▶ [DESCRIPTION OF THE TASK] Recreate the entire listing that appears below, exactly.

▶ [LISTED ENTRIES]

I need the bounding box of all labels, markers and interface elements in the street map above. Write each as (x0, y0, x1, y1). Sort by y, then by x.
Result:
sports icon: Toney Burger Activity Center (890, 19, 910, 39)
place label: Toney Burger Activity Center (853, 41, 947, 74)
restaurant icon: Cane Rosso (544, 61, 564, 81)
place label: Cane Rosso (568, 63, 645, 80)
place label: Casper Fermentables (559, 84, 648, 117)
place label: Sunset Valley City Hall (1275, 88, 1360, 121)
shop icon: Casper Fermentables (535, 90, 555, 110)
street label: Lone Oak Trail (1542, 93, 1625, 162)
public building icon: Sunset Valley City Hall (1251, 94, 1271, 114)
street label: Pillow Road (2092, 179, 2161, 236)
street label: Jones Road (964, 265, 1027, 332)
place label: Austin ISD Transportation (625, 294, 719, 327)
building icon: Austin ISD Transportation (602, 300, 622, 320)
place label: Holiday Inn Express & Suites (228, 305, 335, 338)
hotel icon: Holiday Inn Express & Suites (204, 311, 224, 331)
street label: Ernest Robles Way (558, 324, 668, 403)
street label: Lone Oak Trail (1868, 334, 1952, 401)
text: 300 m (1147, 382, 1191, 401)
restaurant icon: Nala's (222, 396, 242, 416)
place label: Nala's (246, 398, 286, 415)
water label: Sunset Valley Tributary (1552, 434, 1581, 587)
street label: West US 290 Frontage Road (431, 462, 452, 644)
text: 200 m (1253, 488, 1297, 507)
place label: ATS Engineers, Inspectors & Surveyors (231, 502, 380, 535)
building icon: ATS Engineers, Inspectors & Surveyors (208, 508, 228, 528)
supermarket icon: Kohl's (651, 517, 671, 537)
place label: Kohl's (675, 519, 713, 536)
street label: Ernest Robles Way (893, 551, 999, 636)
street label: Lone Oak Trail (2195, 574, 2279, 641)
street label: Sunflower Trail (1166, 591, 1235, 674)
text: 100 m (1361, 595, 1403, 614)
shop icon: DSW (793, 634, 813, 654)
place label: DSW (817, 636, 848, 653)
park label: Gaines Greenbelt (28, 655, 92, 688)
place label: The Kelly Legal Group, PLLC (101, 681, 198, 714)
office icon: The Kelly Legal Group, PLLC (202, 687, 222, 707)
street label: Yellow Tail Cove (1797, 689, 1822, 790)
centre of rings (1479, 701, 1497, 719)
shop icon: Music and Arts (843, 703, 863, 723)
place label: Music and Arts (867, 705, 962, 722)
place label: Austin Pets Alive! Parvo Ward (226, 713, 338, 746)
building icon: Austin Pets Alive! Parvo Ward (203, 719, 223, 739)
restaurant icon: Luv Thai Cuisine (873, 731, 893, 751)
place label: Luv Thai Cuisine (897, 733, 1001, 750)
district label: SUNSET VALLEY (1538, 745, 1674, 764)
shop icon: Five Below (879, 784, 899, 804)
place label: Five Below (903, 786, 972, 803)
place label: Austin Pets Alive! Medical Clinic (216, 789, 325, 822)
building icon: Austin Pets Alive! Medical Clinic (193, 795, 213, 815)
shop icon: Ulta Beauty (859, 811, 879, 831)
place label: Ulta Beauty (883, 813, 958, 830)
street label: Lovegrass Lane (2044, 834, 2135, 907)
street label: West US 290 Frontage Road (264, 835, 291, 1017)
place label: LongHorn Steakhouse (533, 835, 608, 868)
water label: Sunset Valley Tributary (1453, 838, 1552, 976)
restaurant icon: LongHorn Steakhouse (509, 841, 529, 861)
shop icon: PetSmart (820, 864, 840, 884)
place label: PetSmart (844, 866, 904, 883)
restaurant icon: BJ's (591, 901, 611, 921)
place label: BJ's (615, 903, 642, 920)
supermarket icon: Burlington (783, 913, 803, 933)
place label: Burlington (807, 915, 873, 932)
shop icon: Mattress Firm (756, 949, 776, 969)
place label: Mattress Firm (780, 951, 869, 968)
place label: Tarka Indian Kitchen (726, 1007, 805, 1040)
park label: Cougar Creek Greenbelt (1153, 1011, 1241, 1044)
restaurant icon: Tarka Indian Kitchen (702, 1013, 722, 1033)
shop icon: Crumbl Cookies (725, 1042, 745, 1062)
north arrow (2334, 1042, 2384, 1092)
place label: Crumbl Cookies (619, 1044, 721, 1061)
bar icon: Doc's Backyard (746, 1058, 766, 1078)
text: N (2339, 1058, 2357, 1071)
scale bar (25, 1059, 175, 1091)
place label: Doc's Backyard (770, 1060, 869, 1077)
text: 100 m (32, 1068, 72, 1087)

▶ [RESULT FOR THIS TASK]
I need the bounding box of all labels, markers and interface elements in the street map above. Write each as (x0, y0, x1, y1). Sort by y, then by x.
Result:
sports icon: Toney Burger Activity Center (890, 19, 910, 39)
place label: Toney Burger Activity Center (853, 41, 947, 74)
restaurant icon: Cane Rosso (544, 61, 564, 81)
place label: Cane Rosso (568, 63, 645, 80)
place label: Casper Fermentables (559, 84, 648, 117)
place label: Sunset Valley City Hall (1275, 88, 1360, 121)
shop icon: Casper Fermentables (535, 90, 555, 110)
street label: Lone Oak Trail (1542, 93, 1625, 162)
public building icon: Sunset Valley City Hall (1251, 94, 1271, 114)
street label: Pillow Road (2092, 179, 2161, 236)
street label: Jones Road (964, 265, 1027, 332)
place label: Austin ISD Transportation (625, 294, 719, 327)
building icon: Austin ISD Transportation (602, 300, 622, 320)
place label: Holiday Inn Express & Suites (228, 305, 335, 338)
hotel icon: Holiday Inn Express & Suites (204, 311, 224, 331)
street label: Ernest Robles Way (558, 324, 668, 403)
street label: Lone Oak Trail (1868, 334, 1952, 401)
text: 300 m (1147, 382, 1191, 401)
restaurant icon: Nala's (222, 396, 242, 416)
place label: Nala's (246, 398, 286, 415)
water label: Sunset Valley Tributary (1552, 434, 1581, 587)
street label: West US 290 Frontage Road (431, 462, 452, 644)
text: 200 m (1253, 488, 1297, 507)
place label: ATS Engineers, Inspectors & Surveyors (231, 502, 380, 535)
building icon: ATS Engineers, Inspectors & Surveyors (208, 508, 228, 528)
supermarket icon: Kohl's (651, 517, 671, 537)
place label: Kohl's (675, 519, 713, 536)
street label: Ernest Robles Way (893, 551, 999, 636)
street label: Lone Oak Trail (2195, 574, 2279, 641)
street label: Sunflower Trail (1166, 591, 1235, 674)
text: 100 m (1361, 595, 1403, 614)
shop icon: DSW (793, 634, 813, 654)
place label: DSW (817, 636, 848, 653)
park label: Gaines Greenbelt (28, 655, 92, 688)
place label: The Kelly Legal Group, PLLC (101, 681, 198, 714)
office icon: The Kelly Legal Group, PLLC (202, 687, 222, 707)
street label: Yellow Tail Cove (1797, 689, 1822, 790)
centre of rings (1479, 701, 1497, 719)
shop icon: Music and Arts (843, 703, 863, 723)
place label: Music and Arts (867, 705, 962, 722)
place label: Austin Pets Alive! Parvo Ward (226, 713, 338, 746)
building icon: Austin Pets Alive! Parvo Ward (203, 719, 223, 739)
restaurant icon: Luv Thai Cuisine (873, 731, 893, 751)
place label: Luv Thai Cuisine (897, 733, 1001, 750)
district label: SUNSET VALLEY (1538, 745, 1674, 764)
shop icon: Five Below (879, 784, 899, 804)
place label: Five Below (903, 786, 972, 803)
place label: Austin Pets Alive! Medical Clinic (216, 789, 325, 822)
building icon: Austin Pets Alive! Medical Clinic (193, 795, 213, 815)
shop icon: Ulta Beauty (859, 811, 879, 831)
place label: Ulta Beauty (883, 813, 958, 830)
street label: Lovegrass Lane (2044, 834, 2135, 907)
street label: West US 290 Frontage Road (264, 835, 291, 1017)
place label: LongHorn Steakhouse (533, 835, 608, 868)
water label: Sunset Valley Tributary (1453, 838, 1552, 976)
restaurant icon: LongHorn Steakhouse (509, 841, 529, 861)
shop icon: PetSmart (820, 864, 840, 884)
place label: PetSmart (844, 866, 904, 883)
restaurant icon: BJ's (591, 901, 611, 921)
place label: BJ's (615, 903, 642, 920)
supermarket icon: Burlington (783, 913, 803, 933)
place label: Burlington (807, 915, 873, 932)
shop icon: Mattress Firm (756, 949, 776, 969)
place label: Mattress Firm (780, 951, 869, 968)
place label: Tarka Indian Kitchen (726, 1007, 805, 1040)
park label: Cougar Creek Greenbelt (1153, 1011, 1241, 1044)
restaurant icon: Tarka Indian Kitchen (702, 1013, 722, 1033)
shop icon: Crumbl Cookies (725, 1042, 745, 1062)
north arrow (2334, 1042, 2384, 1092)
place label: Crumbl Cookies (619, 1044, 721, 1061)
bar icon: Doc's Backyard (746, 1058, 766, 1078)
text: N (2339, 1058, 2357, 1071)
scale bar (25, 1059, 175, 1091)
place label: Doc's Backyard (770, 1060, 869, 1077)
text: 100 m (32, 1068, 72, 1087)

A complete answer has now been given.